Docker virtualizes networking the same way a hypervisor virtualizes hardware. Each stack gets one or more virtual networks — software-defined bridges that behave like a private LAN. Containers attached to the same virtual network can reach each other freely; containers on different networks cannot, even if they are running on the same host. This is isolation by default, not by configuration.
Within a virtual network, Docker runs an embedded DNS resolver. Every container is automatically registered by its service name. When Caddy needs to forward a request to Studio it connects to http://studio:8080 — Docker resolves studio to Studio's address on the virtual network transparently, with no hosts file entries, no static IPs, and no DNS records to manage. This is why that address appears throughout the Caddyfiles in this guide.

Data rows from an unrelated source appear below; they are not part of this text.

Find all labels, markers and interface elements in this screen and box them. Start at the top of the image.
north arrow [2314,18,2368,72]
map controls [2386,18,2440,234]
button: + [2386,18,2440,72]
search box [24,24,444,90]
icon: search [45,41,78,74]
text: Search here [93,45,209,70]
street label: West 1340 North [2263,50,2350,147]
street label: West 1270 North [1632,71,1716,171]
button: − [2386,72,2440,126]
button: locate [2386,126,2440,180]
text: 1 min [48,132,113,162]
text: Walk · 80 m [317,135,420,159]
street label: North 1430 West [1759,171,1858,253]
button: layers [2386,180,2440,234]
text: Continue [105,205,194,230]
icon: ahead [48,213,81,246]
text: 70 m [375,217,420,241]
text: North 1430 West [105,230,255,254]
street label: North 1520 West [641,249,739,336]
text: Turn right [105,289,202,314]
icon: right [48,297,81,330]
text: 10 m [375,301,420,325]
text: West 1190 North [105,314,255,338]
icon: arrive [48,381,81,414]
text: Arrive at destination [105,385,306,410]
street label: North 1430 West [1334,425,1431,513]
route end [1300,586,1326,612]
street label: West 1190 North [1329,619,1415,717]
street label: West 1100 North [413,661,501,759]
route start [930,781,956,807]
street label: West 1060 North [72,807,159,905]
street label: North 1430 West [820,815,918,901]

A stack is one docker-compose.yml file and the set of containers it defines — typically one logical application and its supporting services. This guide's example stacks contain Caddy (HTTPS ingress), VertiGIS Studio, and a handful of supporting containers for certificates, DNS, and firewall rules. All containers in a stack share a virtual network and find each other by service name.

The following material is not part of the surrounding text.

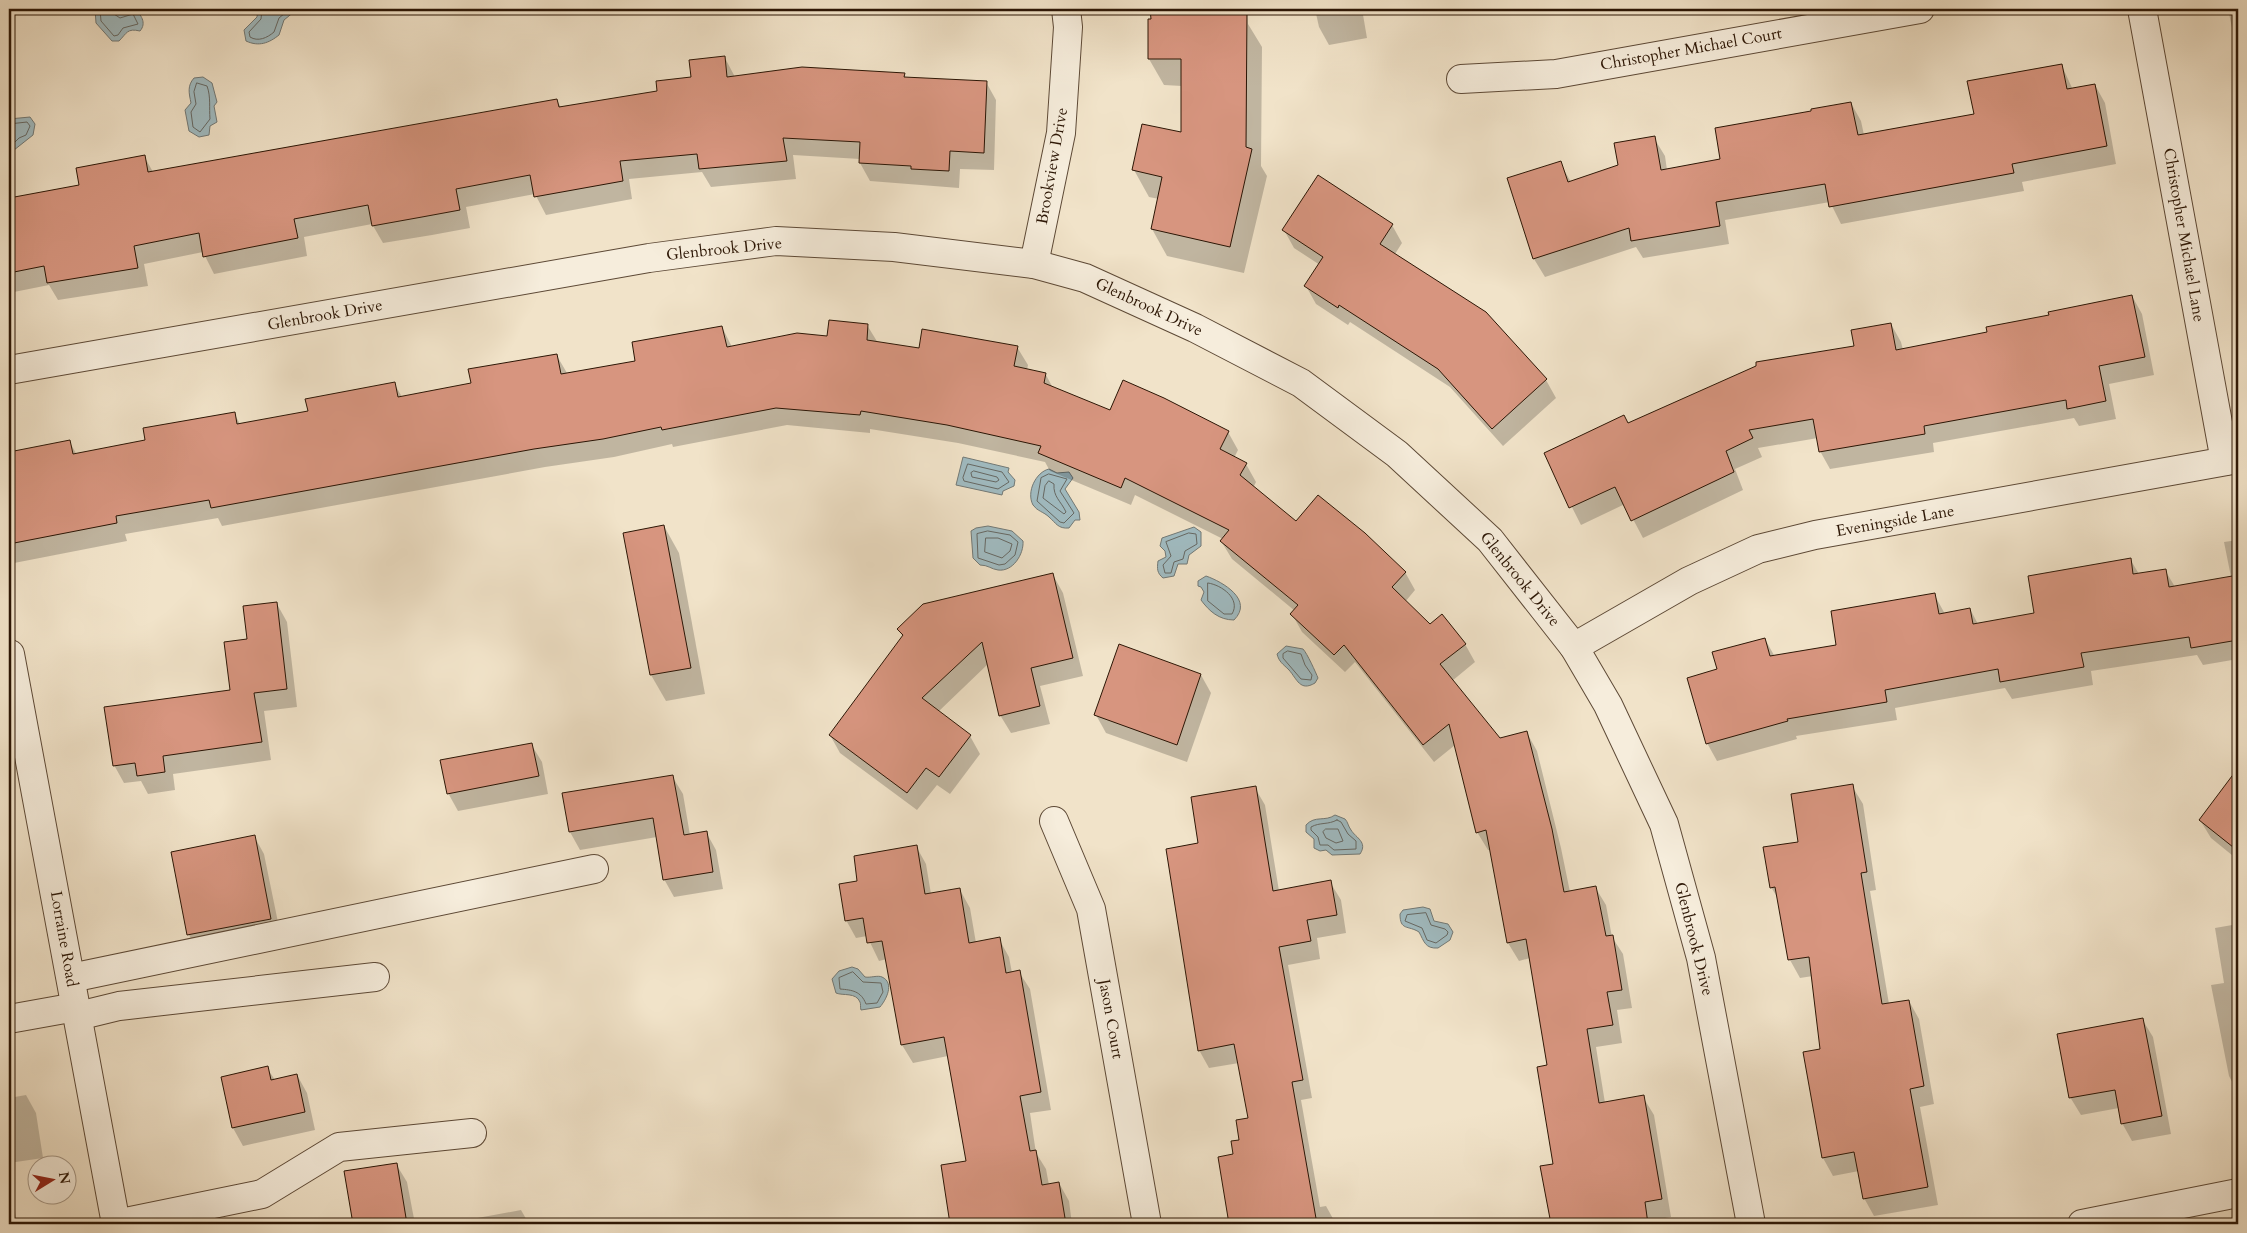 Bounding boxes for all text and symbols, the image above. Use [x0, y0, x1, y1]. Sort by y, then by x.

A container host can run a single stack or many stacks side by side. Both are valid:
Single stack — simplest to operate. One application owns the host. All resources (CPU, RAM, disk) are available to it. Failure blast radius is contained to one application. Most teams start here.
Multiple stacks — more efficient use of hardware. Each stack lives in its own subdirectory under /opt/stacks (or wherever you choose), has its own compose file, and runs independently. Stacks share the host's Docker Engine but are otherwise isolated from each other. Managing multiple stacks on one host is more advanced but not significantly harder once the first one is running — the patterns are identical.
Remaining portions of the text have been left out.